# cooker spark ignition



## sacha (Apr 18, 2010)

Does any body know how igition works on the cooker is there a small battery? or is it worked from the electrical system on the van? Ours stopped working at the weekend we had no matches so couldn't light the cooker.
Regards
Sacha


----------



## raynipper (Aug 4, 2008)

Ours is Piezo (spelling) and requires no electrical feed.

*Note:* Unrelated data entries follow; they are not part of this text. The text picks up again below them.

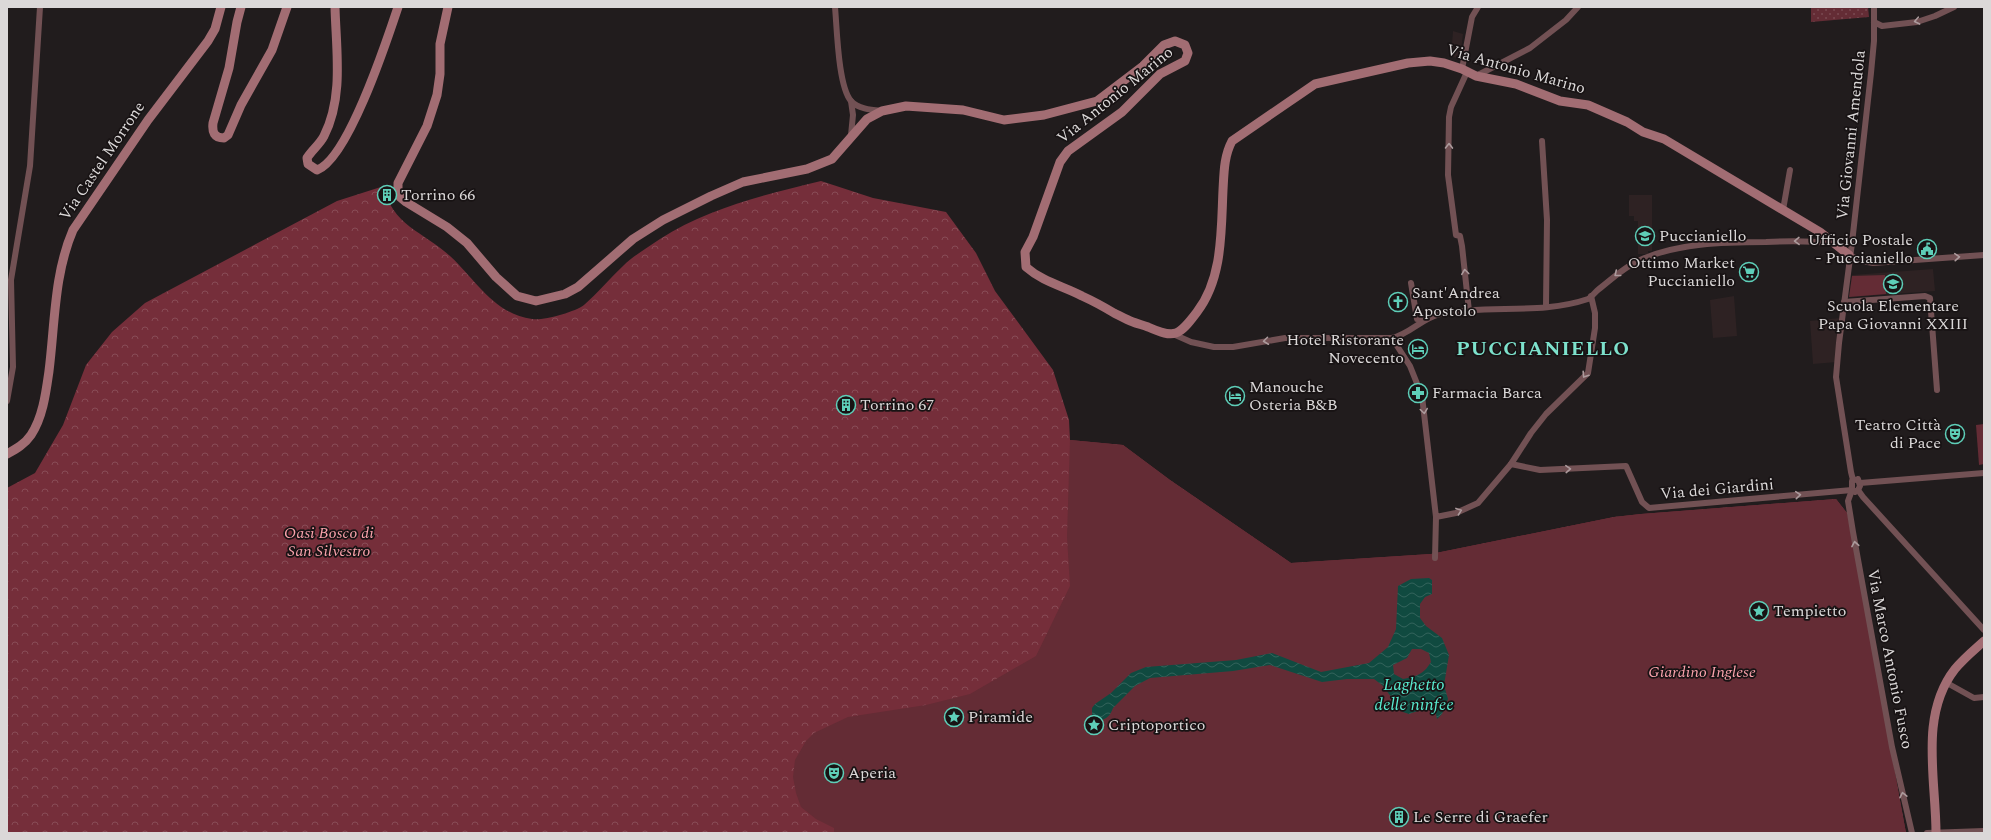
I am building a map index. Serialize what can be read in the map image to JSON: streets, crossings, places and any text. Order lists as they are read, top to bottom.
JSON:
{
  "streets": {
    "street": [
      "Via Antonio Marino",
      "Via Giovanni Amendola",
      "Via Castel Morrone",
      "Via dei Giardini",
      "Via Marco Antonio Fusco"
    ]
  },
  "crossings": [
    ["Via Antonio Marino", "Via Giovanni Amendola"],
    ["Via Giovanni Amendola", "Via dei Giardini"],
    ["Via Giovanni Amendola", "Via Marco Antonio Fusco"],
    ["Via dei Giardini", "Via Marco Antonio Fusco"]
  ],
  "one_way": ["Via dei Giardini"],
  "districts": ["PUCCIANIELLO"],
  "water": ["Laghetto delle ninfee"],
  "parks": ["Oasi Bosco di San Silvestro", "Giardino Inglese"],
  "places": {
    "building": ["Torrino 66", "Torrino 67", "Le Serre di Graefer"],
    "school or university": ["Puccianiello", "Scuola Elementare Papa Giovanni XXIII"],
    "public building": ["Ufficio Postale - Puccianiello"],
    "supermarket": ["Ottimo Market Puccianiello"],
    "church": ["Sant'Andrea Apostolo"],
    "hotel": ["Hotel Ristorante Novecento", "Manouche Osteria B&B"],
    "pharmacy": ["Farmacia Barca"],
    "theatre": ["Teatro Città di Pace", "Aperia"],
    "place": ["Tempietto", "Piramide", "Criptoportico"]
  }
}
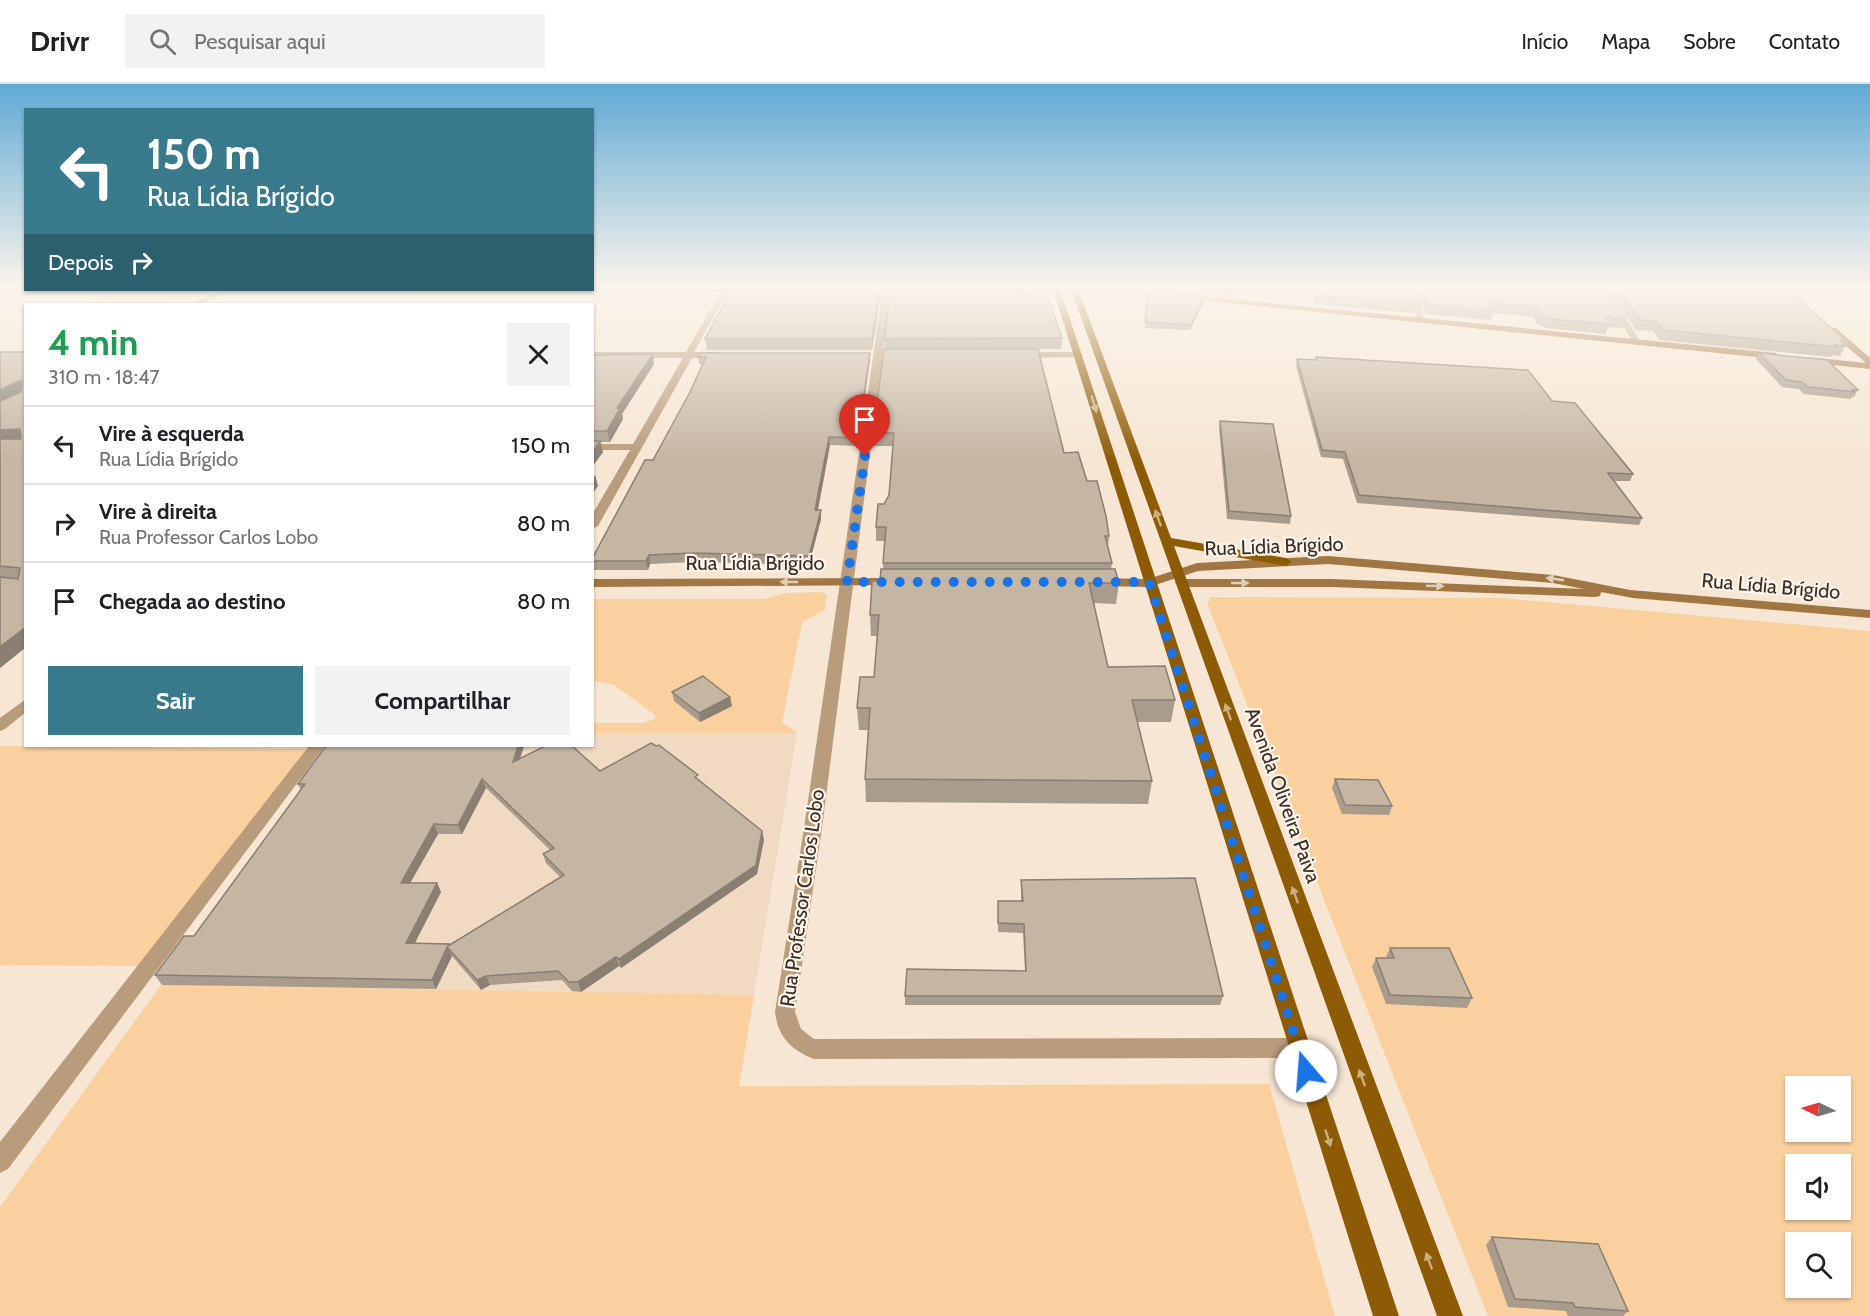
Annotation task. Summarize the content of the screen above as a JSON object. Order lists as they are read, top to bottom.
{
  "streets": {
    "main road": ["Avenida Oliveira Paiva"],
    "street": ["Rua Lídia Brígido", "Rua Professor Carlos Lobo"]
  },
  "crossings": [
    ["Rua Lídia Brígido", "Avenida Oliveira Paiva"],
    ["Rua Lídia Brígido", "Rua Professor Carlos Lobo"]
  ],
  "north": "left",
  "page": {
    "header": "Drivr",
    "search": "Pesquisar aqui",
    "nav": [
      "Início",
      "Mapa",
      "Sobre",
      "Contato"
    ],
    "turn": ["150 m", "Rua Lídia Brígido"],
    "then": "Depois",
    "heading": ["4 min", "310 m · 18:47"],
    "list": [
      {
        "name": "Vire à esquerda",
        "note": "Rua Lídia Brígido",
        "value": "150 m"
      },
      {
        "name": "Vire à direita",
        "note": "Rua Professor Carlos Lobo",
        "value": "80 m"
      },
      {
        "name": "Chegada ao destino",
        "value": "80 m"
      }
    ],
    "buttons": ["Sair", "Compartilhar"]
  }
}
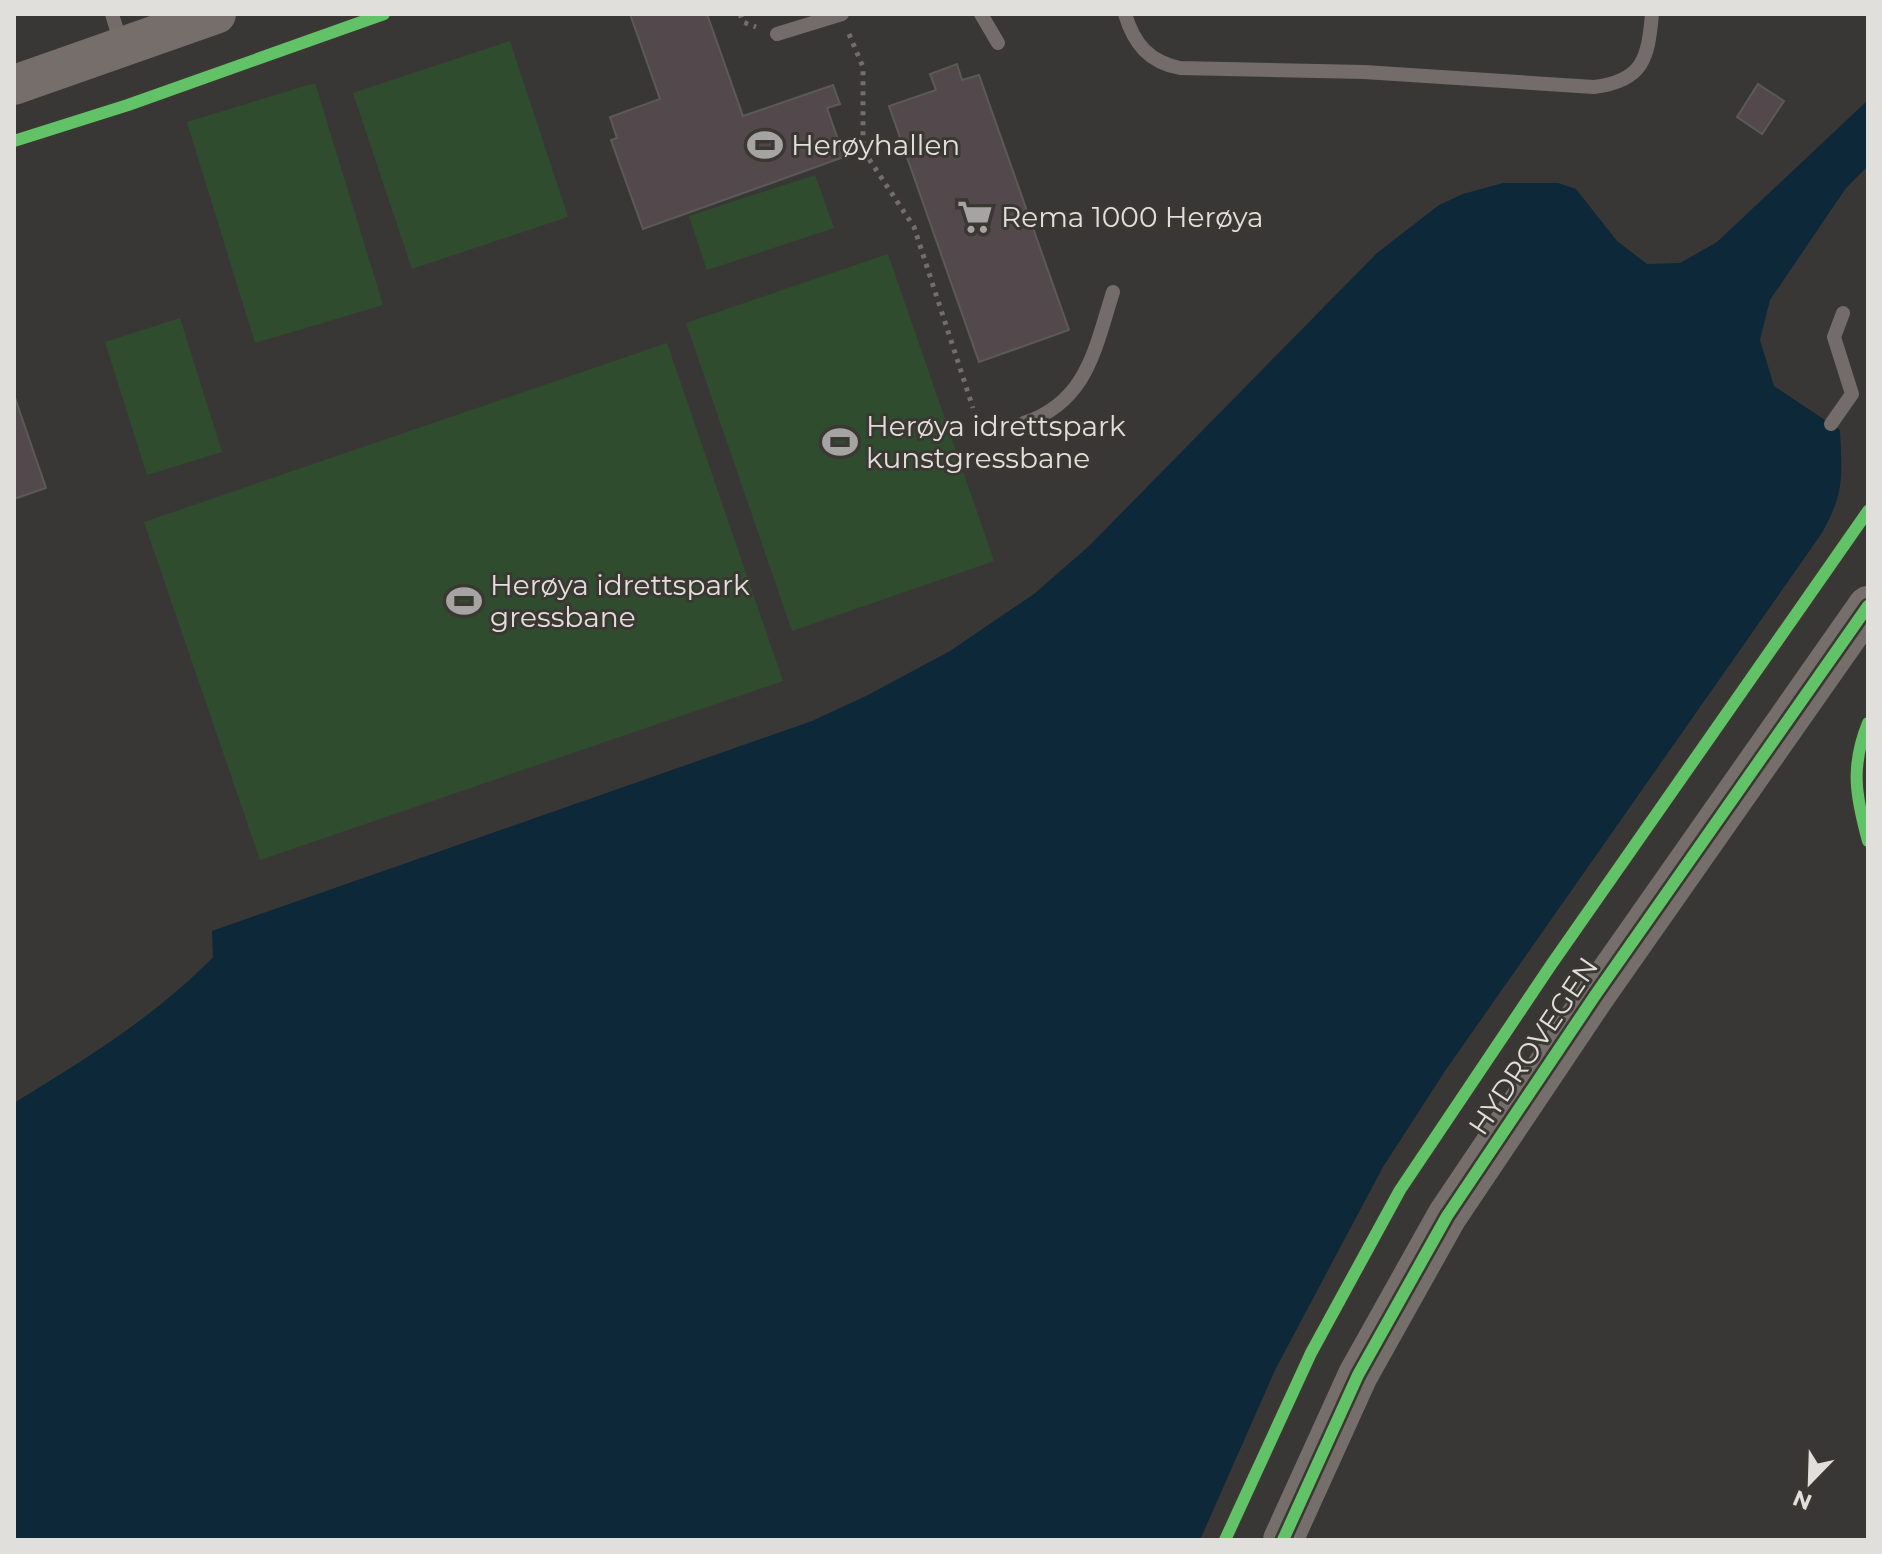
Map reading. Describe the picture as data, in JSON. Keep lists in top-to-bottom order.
{
  "streets": {
    "street": ["HYDROVEGEN"]
  },
  "places": {
    "sports": ["Herøyhallen", "Herøya idrettspark kunstgressbane", "Herøya idrettspark gressbane"],
    "supermarket": ["Rema 1000 Herøya"]
  },
  "north": "bottom left"
}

It's likely you will have to replace the Peizo igniter.

Ray


----------



## steco1958 (Mar 5, 2009)

Our ignition to the cooker is dependent on the 12v of the MH, if the internal 12v is off we can not light the cooker.

Steve


----------



## lookback (Dec 4, 2005)

steco1958 said:


> Our ignition to the cooker is dependent on the 12v of the MH, if the internal 12v is off we can not light the cooker.
> 
> Steve


The same as mine - with the internal 12v switched on - always confuses the wife!

Ian


----------



## Mrplodd (Mar 4, 2008)

Dakota also requires the 12V habitation supply to be on. I think its depends on what cooker is fitted as well as some of them use a battery.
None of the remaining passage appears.